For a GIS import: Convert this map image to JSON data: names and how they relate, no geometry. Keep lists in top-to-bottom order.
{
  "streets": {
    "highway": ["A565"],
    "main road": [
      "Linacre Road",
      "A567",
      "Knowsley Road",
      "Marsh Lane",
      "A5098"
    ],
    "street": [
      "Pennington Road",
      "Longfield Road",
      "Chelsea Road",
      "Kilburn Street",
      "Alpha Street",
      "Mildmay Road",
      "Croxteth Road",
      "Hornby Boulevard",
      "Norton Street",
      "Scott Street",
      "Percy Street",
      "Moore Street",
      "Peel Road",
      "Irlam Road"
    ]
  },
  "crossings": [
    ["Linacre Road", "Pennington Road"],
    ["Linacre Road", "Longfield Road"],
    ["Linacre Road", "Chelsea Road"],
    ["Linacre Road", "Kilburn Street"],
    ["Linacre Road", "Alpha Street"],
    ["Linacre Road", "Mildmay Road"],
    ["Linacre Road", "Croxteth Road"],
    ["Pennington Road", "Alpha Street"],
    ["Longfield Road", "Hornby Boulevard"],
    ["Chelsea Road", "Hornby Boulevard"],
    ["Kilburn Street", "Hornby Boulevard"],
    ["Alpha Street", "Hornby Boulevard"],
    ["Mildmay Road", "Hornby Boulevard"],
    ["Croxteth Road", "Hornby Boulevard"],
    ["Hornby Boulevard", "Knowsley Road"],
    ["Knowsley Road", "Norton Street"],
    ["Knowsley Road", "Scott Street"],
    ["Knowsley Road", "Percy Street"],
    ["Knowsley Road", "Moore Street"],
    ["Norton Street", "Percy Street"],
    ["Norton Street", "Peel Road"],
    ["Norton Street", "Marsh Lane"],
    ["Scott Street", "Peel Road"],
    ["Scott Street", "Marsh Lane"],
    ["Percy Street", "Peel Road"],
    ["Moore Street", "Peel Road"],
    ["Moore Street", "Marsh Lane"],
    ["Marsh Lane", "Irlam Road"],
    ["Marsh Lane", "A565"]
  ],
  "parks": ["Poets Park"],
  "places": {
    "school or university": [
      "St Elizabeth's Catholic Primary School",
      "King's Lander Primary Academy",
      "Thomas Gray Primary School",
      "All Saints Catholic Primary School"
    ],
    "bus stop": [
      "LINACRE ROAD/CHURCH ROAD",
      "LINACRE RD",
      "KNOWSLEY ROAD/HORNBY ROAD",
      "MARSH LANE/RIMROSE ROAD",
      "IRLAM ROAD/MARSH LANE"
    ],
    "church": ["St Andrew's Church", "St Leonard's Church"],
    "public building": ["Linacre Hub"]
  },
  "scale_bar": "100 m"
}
····················
Start to finish, copy the material out exactly.

# Your solution
For a GIS import: Convert this map image to JSON data: names and how they relate, no geometry. Keep lists in top-to-bottom order.
{
  "streets": {
    "highway": ["A565"],
    "main road": [
      "Linacre Road",
      "A567",
      "Knowsley Road",
      "Marsh Lane",
      "A5098"
    ],
    "street": [
      "Pennington Road",
      "Longfield Road",
      "Chelsea Road",
      "Kilburn Street",
      "Alpha Street",
      "Mildmay Road",
      "Croxteth Road",
      "Hornby Boulevard",
      "Norton Street",
      "Scott Street",
      "Percy Street",
      "Moore Street",
      "Peel Road",
      "Irlam Road"
    ]
  },
  "crossings": [
    ["Linacre Road", "Pennington Road"],
    ["Linacre Road", "Longfield Road"],
    ["Linacre Road", "Chelsea Road"],
    ["Linacre Road", "Kilburn Street"],
    ["Linacre Road", "Alpha Street"],
    ["Linacre Road", "Mildmay Road"],
    ["Linacre Road", "Croxteth Road"],
    ["Pennington Road", "Alpha Street"],
    ["Longfield Road", "Hornby Boulevard"],
    ["Chelsea Road", "Hornby Boulevard"],
    ["Kilburn Street", "Hornby Boulevard"],
    ["Alpha Street", "Hornby Boulevard"],
    ["Mildmay Road", "Hornby Boulevard"],
    ["Croxteth Road", "Hornby Boulevard"],
    ["Hornby Boulevard", "Knowsley Road"],
    ["Knowsley Road", "Norton Street"],
    ["Knowsley Road", "Scott Street"],
    ["Knowsley Road", "Percy Street"],
    ["Knowsley Road", "Moore Street"],
    ["Norton Street", "Percy Street"],
    ["Norton Street", "Peel Road"],
    ["Norton Street", "Marsh Lane"],
    ["Scott Street", "Peel Road"],
    ["Scott Street", "Marsh Lane"],
    ["Percy Street", "Peel Road"],
    ["Moore Street", "Peel Road"],
    ["Moore Street", "Marsh Lane"],
    ["Marsh Lane", "Irlam Road"],
    ["Marsh Lane", "A565"]
  ],
  "parks": ["Poets Park"],
  "places": {
    "school or university": [
      "St Elizabeth's Catholic Primary School",
      "King's Lander Primary Academy",
      "Thomas Gray Primary School",
      "All Saints Catholic Primary School"
    ],
    "bus stop": [
      "LINACRE ROAD/CHURCH ROAD",
      "LINACRE RD",
      "KNOWSLEY ROAD/HORNBY ROAD",
      "MARSH LANE/RIMROSE ROAD",
      "IRLAM ROAD/MARSH LANE"
    ],
    "church": ["St Andrew's Church", "St Leonard's Church"],
    "public building": ["Linacre Hub"]
  },
  "scale_bar": "100 m"
}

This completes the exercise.